# Your instructions:
Go through the entries and say how many lines contain the string "Ράλλη". The number is the whole answer.

Collected data
▼

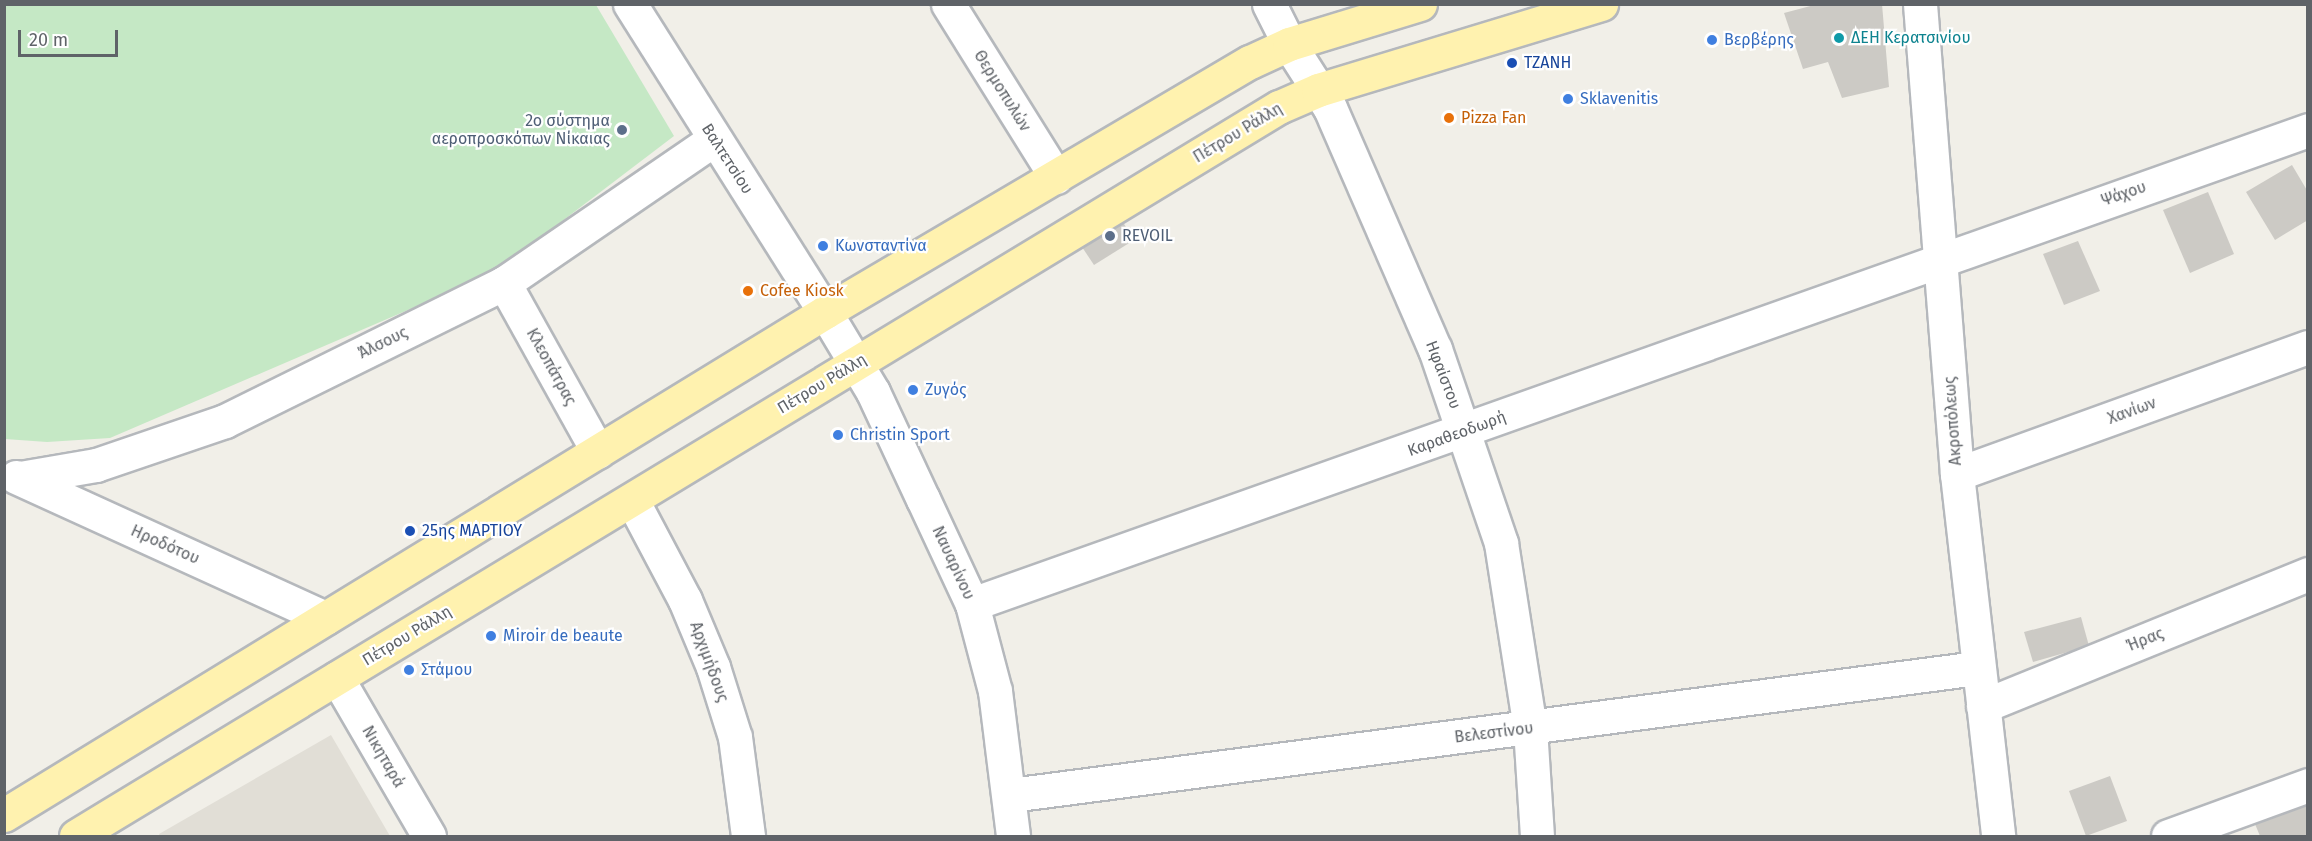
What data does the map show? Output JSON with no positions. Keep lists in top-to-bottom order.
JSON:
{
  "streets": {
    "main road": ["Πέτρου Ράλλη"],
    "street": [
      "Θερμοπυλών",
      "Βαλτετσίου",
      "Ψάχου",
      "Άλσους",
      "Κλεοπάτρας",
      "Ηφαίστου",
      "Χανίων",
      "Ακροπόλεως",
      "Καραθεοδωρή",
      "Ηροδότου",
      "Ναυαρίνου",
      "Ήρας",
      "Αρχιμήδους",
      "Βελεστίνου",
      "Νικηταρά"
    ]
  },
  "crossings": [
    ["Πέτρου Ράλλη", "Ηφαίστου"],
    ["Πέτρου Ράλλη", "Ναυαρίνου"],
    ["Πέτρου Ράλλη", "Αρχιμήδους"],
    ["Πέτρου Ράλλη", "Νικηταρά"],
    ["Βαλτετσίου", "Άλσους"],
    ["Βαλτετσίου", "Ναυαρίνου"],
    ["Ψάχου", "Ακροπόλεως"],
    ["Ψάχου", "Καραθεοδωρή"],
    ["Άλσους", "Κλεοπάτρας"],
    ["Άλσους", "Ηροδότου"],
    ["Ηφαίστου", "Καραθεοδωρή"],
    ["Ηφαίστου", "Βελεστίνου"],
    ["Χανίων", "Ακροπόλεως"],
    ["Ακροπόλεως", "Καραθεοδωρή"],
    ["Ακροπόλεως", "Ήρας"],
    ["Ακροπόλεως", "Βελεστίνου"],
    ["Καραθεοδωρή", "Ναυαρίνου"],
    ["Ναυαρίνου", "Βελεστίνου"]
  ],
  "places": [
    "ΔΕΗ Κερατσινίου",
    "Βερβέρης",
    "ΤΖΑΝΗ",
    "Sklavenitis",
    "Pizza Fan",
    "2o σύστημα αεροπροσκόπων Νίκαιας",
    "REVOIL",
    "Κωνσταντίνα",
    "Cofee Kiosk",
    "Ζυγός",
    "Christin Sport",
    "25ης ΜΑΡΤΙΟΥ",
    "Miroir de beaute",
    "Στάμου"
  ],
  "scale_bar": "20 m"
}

▲

# Expected answer:
5